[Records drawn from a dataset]
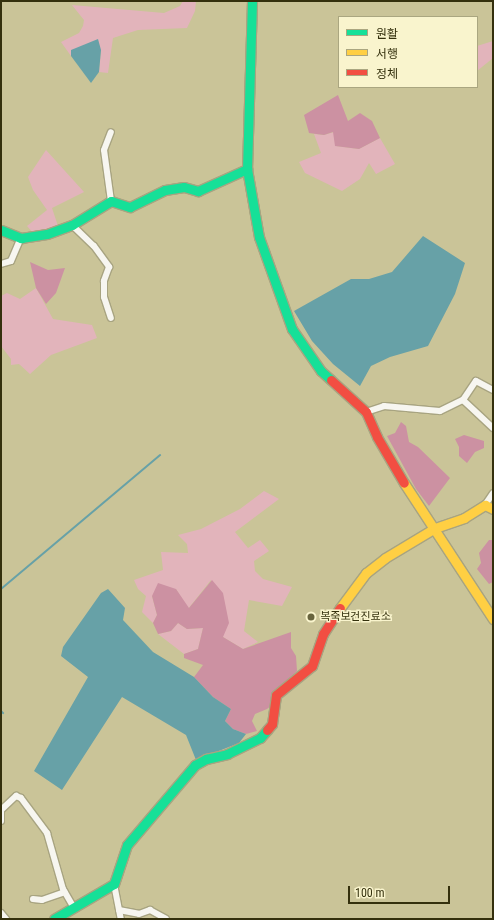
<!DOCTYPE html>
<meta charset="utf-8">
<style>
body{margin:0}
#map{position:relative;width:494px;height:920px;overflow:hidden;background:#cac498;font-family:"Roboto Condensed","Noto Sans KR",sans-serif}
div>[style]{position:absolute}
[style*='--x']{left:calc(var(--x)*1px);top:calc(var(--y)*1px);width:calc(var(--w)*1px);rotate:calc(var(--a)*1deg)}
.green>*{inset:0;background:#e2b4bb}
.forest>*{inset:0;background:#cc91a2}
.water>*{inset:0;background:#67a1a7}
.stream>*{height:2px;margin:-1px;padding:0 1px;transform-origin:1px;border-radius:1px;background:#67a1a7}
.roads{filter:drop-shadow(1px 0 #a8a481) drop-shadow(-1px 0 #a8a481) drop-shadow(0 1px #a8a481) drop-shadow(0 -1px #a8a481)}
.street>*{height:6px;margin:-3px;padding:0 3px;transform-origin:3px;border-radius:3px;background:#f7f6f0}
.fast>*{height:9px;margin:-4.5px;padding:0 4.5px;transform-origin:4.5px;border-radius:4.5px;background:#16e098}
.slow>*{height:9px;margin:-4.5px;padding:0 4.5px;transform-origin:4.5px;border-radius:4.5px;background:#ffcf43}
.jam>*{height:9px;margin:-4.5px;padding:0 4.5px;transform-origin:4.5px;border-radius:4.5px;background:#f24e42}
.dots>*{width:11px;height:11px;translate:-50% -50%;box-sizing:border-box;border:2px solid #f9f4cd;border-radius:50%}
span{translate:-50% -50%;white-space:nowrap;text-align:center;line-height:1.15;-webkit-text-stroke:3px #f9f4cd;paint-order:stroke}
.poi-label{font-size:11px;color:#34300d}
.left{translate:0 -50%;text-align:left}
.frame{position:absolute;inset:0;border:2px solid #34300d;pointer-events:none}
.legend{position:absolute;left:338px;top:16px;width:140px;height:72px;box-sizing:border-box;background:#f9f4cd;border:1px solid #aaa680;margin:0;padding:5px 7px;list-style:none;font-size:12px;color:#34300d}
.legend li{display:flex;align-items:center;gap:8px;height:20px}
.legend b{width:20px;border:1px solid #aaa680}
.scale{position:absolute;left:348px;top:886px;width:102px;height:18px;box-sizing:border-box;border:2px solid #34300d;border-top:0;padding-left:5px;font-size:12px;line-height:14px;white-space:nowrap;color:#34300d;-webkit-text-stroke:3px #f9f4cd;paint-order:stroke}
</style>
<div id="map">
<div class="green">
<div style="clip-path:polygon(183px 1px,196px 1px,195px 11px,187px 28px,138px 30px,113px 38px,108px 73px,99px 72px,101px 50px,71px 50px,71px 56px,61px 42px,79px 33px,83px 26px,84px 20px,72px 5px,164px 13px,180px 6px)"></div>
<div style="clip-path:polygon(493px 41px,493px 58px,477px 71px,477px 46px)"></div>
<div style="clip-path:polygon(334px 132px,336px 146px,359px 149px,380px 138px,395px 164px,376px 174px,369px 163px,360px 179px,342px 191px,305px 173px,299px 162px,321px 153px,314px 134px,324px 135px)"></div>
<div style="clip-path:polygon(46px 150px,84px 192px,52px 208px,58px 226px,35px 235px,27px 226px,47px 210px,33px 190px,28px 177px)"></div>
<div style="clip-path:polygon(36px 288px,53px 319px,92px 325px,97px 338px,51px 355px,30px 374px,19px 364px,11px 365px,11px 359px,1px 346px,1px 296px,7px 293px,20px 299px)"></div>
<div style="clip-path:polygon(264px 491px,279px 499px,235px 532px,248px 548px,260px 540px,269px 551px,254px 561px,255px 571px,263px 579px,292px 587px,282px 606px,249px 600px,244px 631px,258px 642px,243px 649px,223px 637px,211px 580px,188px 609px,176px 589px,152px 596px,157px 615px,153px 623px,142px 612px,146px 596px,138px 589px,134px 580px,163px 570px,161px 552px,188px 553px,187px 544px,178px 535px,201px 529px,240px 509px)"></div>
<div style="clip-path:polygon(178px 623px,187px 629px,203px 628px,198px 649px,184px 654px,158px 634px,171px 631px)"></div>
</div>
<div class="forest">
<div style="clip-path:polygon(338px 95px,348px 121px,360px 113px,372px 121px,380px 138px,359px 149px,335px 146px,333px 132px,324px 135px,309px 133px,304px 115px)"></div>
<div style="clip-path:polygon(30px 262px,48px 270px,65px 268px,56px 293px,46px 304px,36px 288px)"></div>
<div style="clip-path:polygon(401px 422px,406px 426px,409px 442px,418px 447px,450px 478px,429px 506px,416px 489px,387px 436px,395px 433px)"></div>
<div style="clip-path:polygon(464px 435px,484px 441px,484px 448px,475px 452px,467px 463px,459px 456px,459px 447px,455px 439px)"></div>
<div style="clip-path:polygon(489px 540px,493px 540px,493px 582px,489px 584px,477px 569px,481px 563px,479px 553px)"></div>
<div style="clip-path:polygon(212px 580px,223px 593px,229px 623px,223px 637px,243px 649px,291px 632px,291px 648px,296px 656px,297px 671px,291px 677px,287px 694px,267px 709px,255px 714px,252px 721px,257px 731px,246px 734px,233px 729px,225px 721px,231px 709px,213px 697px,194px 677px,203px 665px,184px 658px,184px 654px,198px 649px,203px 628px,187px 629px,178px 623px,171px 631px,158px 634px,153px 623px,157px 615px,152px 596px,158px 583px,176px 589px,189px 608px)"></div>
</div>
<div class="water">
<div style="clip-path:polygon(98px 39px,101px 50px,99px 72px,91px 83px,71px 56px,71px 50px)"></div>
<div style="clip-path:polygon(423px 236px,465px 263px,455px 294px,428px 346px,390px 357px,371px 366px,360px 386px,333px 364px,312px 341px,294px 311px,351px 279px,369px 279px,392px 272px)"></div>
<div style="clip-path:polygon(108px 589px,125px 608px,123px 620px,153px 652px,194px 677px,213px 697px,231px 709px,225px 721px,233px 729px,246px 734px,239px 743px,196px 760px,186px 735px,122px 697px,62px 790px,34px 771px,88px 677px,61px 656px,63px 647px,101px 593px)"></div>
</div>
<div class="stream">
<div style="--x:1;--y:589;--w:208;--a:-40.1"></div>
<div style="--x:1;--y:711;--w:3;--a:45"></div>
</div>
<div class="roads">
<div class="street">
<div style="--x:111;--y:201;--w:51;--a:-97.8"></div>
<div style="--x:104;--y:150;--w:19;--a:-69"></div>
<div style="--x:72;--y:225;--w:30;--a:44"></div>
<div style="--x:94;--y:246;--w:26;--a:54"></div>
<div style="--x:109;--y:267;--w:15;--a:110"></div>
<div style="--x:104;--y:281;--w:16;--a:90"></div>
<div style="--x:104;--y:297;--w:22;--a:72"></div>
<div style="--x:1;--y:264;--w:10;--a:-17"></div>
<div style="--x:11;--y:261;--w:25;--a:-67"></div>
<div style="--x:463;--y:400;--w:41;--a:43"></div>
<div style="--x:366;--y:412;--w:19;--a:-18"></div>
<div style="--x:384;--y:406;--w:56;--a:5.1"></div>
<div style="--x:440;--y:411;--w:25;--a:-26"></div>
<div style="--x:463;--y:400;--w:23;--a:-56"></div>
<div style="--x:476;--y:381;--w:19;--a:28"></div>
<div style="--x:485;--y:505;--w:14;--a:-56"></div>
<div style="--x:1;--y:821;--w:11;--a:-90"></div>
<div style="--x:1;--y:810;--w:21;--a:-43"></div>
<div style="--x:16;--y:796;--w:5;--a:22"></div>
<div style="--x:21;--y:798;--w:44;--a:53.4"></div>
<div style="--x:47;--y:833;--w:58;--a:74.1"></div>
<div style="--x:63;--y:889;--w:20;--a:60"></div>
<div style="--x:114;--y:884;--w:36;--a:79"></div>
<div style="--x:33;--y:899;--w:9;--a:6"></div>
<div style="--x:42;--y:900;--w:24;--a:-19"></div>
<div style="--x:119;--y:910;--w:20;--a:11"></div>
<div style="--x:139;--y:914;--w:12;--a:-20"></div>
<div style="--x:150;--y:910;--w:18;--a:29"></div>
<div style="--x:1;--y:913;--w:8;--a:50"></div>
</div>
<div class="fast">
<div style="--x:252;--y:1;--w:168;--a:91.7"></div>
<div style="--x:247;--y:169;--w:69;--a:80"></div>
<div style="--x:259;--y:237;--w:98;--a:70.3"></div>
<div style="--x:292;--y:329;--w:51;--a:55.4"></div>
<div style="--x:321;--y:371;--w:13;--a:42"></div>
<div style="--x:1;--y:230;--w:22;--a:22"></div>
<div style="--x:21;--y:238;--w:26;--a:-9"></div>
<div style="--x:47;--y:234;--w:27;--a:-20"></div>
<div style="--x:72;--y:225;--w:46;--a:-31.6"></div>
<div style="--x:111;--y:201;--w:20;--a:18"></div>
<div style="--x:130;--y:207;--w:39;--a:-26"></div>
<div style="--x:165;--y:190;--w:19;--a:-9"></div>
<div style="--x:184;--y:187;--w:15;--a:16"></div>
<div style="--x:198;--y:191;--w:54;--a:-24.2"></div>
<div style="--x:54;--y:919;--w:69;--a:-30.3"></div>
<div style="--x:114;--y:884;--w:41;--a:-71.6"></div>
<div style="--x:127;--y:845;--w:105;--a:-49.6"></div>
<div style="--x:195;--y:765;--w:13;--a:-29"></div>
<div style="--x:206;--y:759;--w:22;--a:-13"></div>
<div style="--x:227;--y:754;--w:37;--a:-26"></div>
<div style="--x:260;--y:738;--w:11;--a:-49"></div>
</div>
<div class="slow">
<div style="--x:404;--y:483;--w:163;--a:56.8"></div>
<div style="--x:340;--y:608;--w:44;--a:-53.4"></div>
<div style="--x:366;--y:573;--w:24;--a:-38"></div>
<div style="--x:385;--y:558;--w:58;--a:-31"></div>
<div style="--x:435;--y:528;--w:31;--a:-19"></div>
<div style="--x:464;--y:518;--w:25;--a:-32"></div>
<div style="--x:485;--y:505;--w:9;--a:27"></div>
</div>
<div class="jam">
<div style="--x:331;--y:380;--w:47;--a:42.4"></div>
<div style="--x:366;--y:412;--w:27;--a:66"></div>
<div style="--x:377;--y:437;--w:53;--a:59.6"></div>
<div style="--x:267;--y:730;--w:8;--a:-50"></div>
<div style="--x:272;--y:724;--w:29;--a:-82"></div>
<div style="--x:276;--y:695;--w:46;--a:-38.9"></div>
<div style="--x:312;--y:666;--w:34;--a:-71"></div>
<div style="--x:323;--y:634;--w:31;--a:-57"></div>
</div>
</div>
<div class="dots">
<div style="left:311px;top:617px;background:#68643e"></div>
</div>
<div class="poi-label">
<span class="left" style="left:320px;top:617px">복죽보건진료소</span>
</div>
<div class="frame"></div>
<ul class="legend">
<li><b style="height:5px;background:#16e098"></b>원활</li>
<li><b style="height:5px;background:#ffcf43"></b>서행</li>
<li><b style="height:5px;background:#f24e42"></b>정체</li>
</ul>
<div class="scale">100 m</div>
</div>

* [EXERCISE OBJECTIVE]
Find "solid" in the preceding records. Copy each line that holds it.

* [ANSWER BOX]
.dots>*{width:11px;height:11px;translate:-50% -50%;box-sizing:border-box;border:2px solid #f9f4cd;border-radius:50%}
.frame{position:absolute;inset:0;border:2px solid #34300d;pointer-events:none}
.legend{position:absolute;left:338px;top:16px;width:140px;height:72px;box-sizing:border-box;background:#f9f4cd;border:1px solid #aaa680;margin:0;padding:5px 7px;list-style:none;font-size:12px;color:#34300d}
.legend b{width:20px;border:1px solid #aaa680}
.scale{position:absolute;left:348px;top:886px;width:102px;height:18px;box-sizing:border-box;border:2px solid #34300d;border-top:0;padding-left:5px;font-size:12px;line-height:14px;white-space:nowrap;color:#34300d;-webkit-text-stroke:3px #f9f4cd;paint-order:stroke}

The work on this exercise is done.